Aww. And also, I guess that balances out the other note I received, about how he got in trouble for crashing into Mrs. B (on purpose) with his scooter at P.E.

Hey, you take the good, you take the bad, right?

Happy St. Patrick's Day to all!

Edited to add:

Of course! Green Lantern! Thank you, dear readers. Next year, Leo. I promise.

Monday, March 14, 2011

When it Rains, it Pours

You know it’s bad when you look at going to work as relaxation.

I’m hoping this week is better than last. Leo was up and down illness-wise. Thank goodness it was nothing serious, just enough to really just inconvenience and exhaust us all, so I really can’t complain (although, watch me!). He was home from school Monday and Tuesday with a stomach bug, returned Wednesday and Thursday. Then, Mom of the Year got the email from Mrs. L on Thursday afternoon. I knew it was bad before I even opened it. The subject line was: “Leo’s cold.”

Uh oh.

Yes, the boy apparently hacked all over everyone on Thursday. He was taken to the nurse’s office twice for a temperature check (normal). His sweet classmates reportedly "pat him on the back with each hack," according to Mrs. L., who never came right out and said it but the message was clear: keep him home on Friday. And so I did. I honestly didn't know it was that bad. Thursday morning I assure you, he was bouncing off the walls and seemed more than ready to be back at school. He practically skipped to the bus.
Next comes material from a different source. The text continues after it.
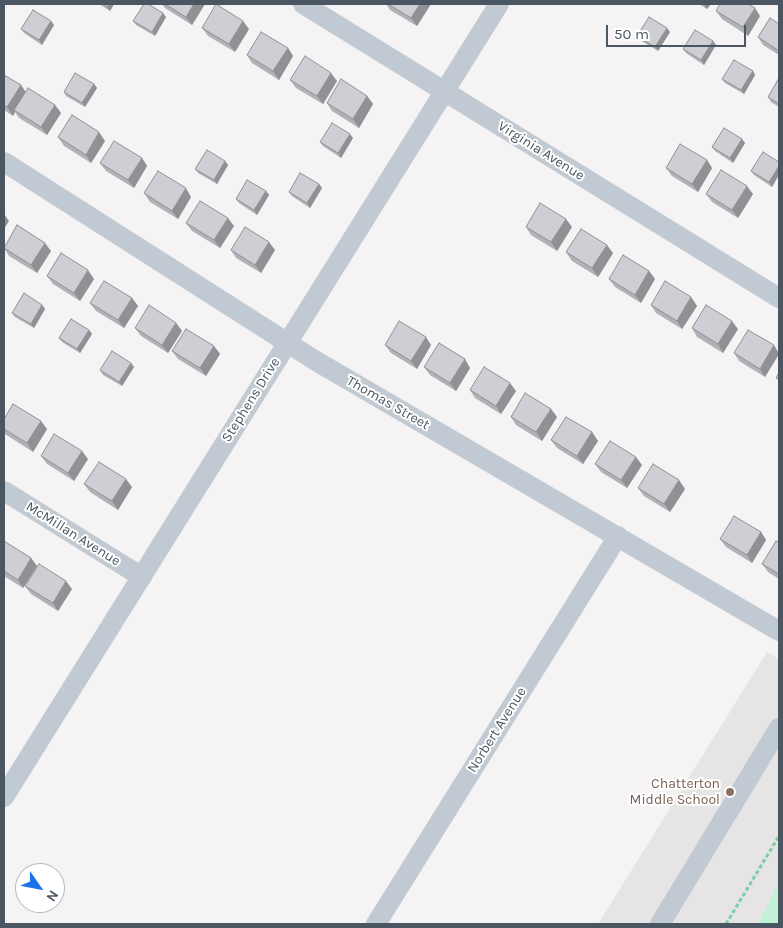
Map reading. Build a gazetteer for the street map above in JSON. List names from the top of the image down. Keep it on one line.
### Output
{"streets":{"street":["Virginia Avenue","Stephens Drive","Thomas Street","McMillan Avenue","Norbert Avenue"]},"crossings":[["Virginia Avenue","Stephens Drive"],["Stephens Drive","Thomas Street"],["Stephens Drive","McMillan Avenue"],["Thomas Street","Norbert Avenue"]],"places":["Chatterton Middle School"],"scale_bar":"50 m","north":"bottom right"}
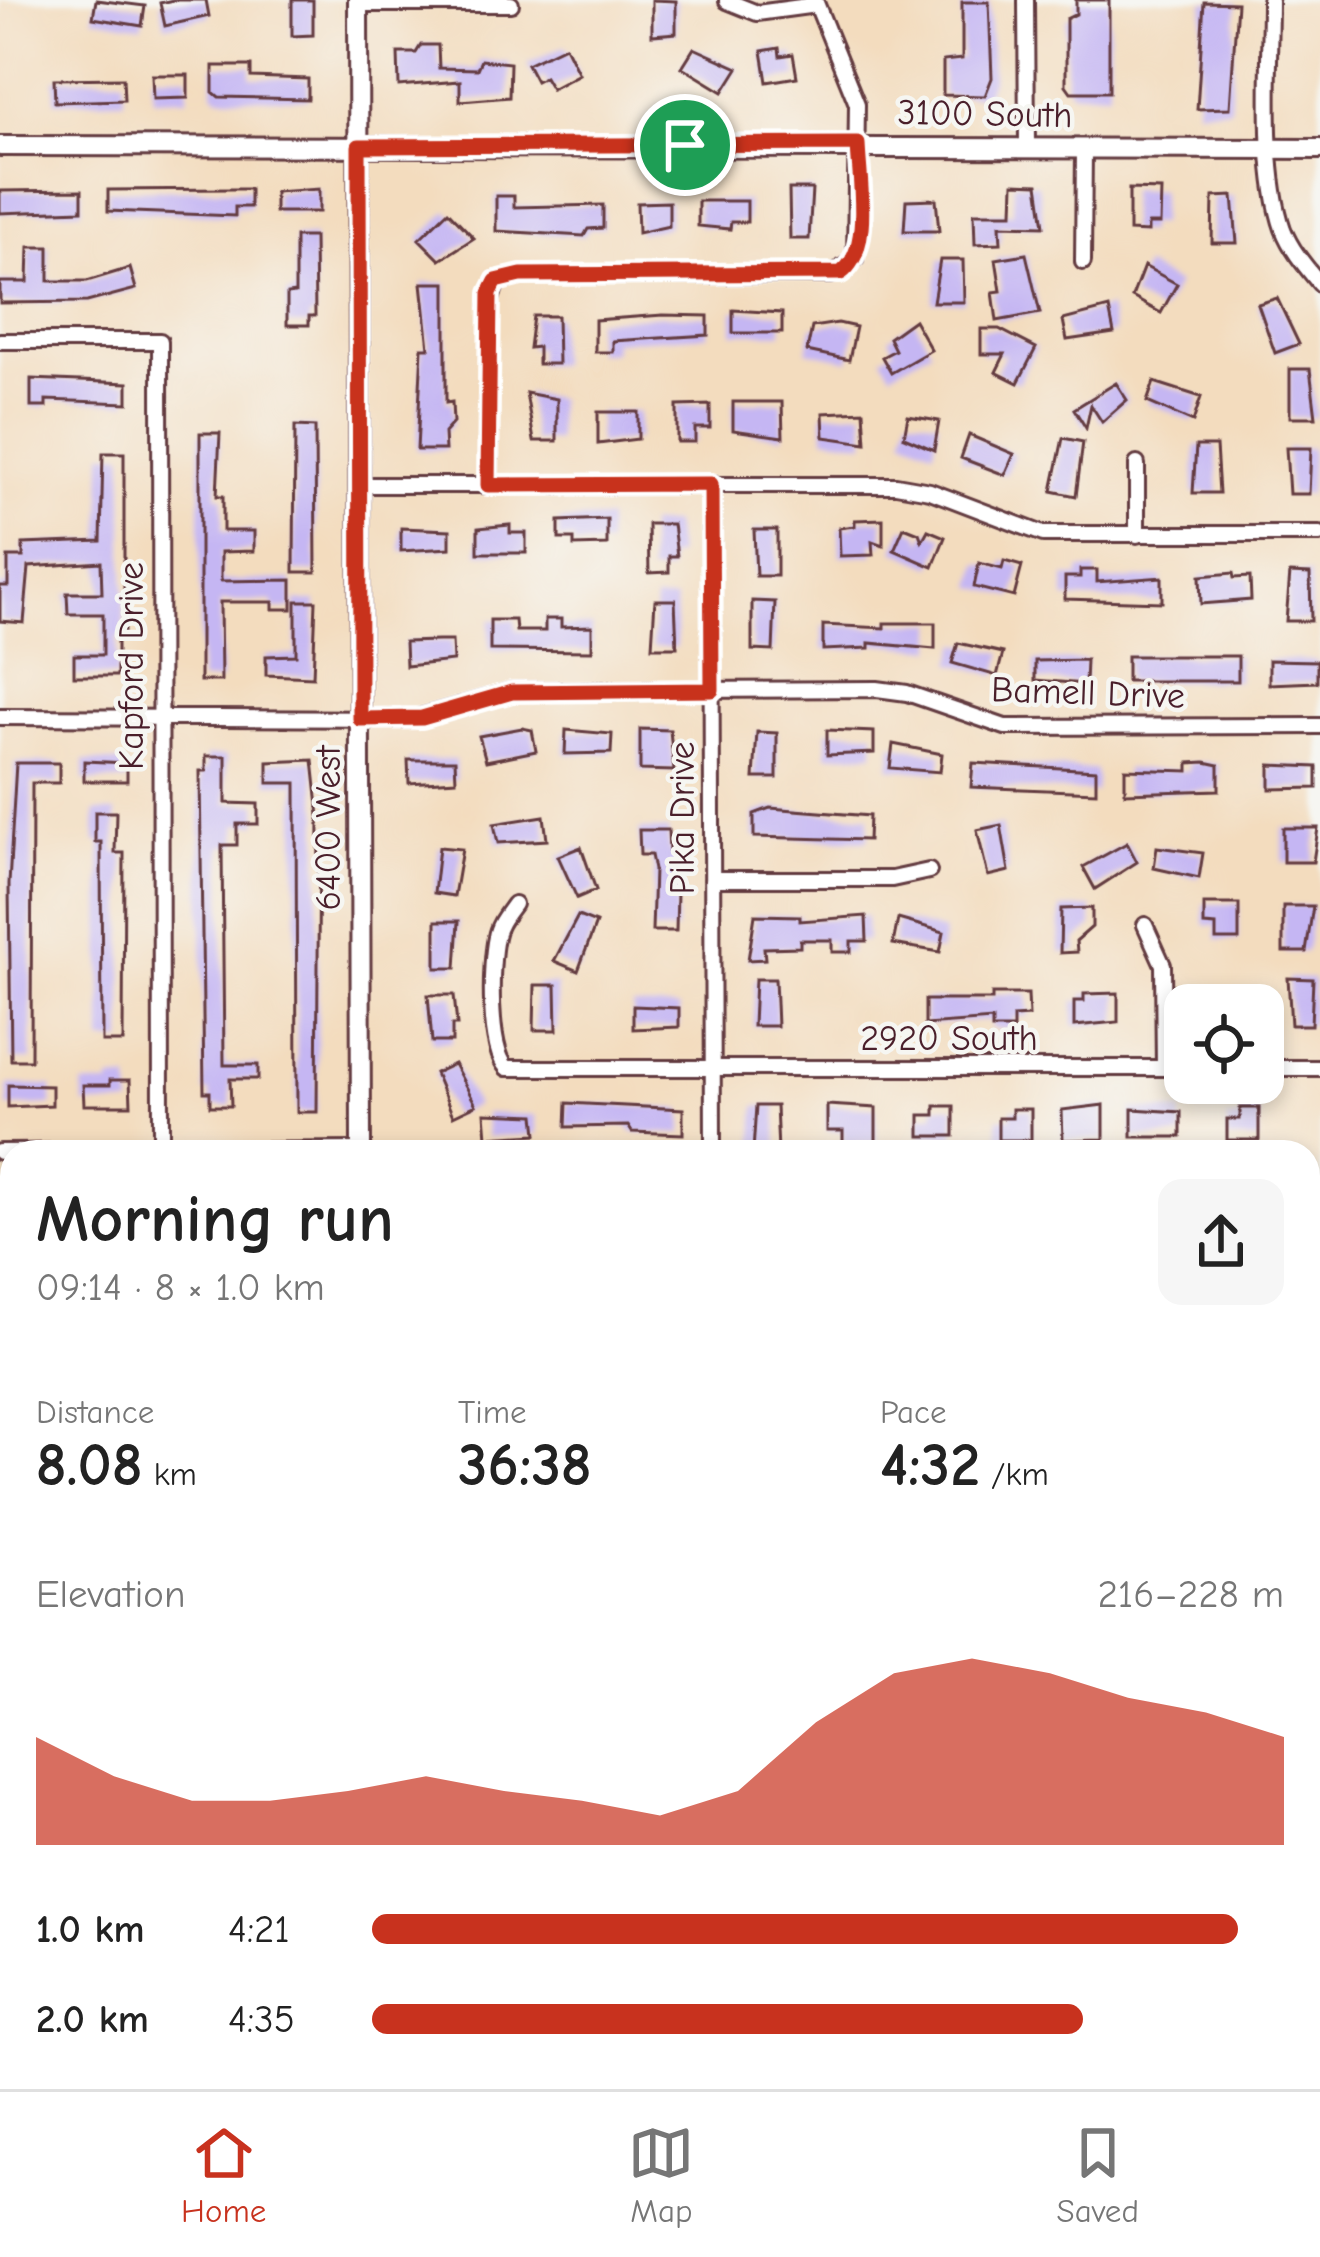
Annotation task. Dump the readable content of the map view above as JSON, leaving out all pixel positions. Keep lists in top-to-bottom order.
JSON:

I worked from home on Friday (always an interesting endeavor). It was then that I also discovered that our dry-since-last-year-finished basement (yes, yes, we have carpet, I know, who has carpet in their basement when they live in the flood zones of northern New Jersey? Answer: We do) was no longer dry. You may have heard, we had a bit of flooding.


GROAN (with the obvious caveat that it could have been much, much worse). And obviously, in light of Japan and everything that’s going on there, well our little basement woes seem mightily insignificant.

But still. We all know what we did this weekend. And by “we” I mean, Erin. Ripped out wet, heavy carpet and moldy wood. Scrubbed basement floors. Hauled wet carpet and moldy wood to the street. Yes we have a sump pump. And a French drain. Isn’t home ownership just awesome sometimes?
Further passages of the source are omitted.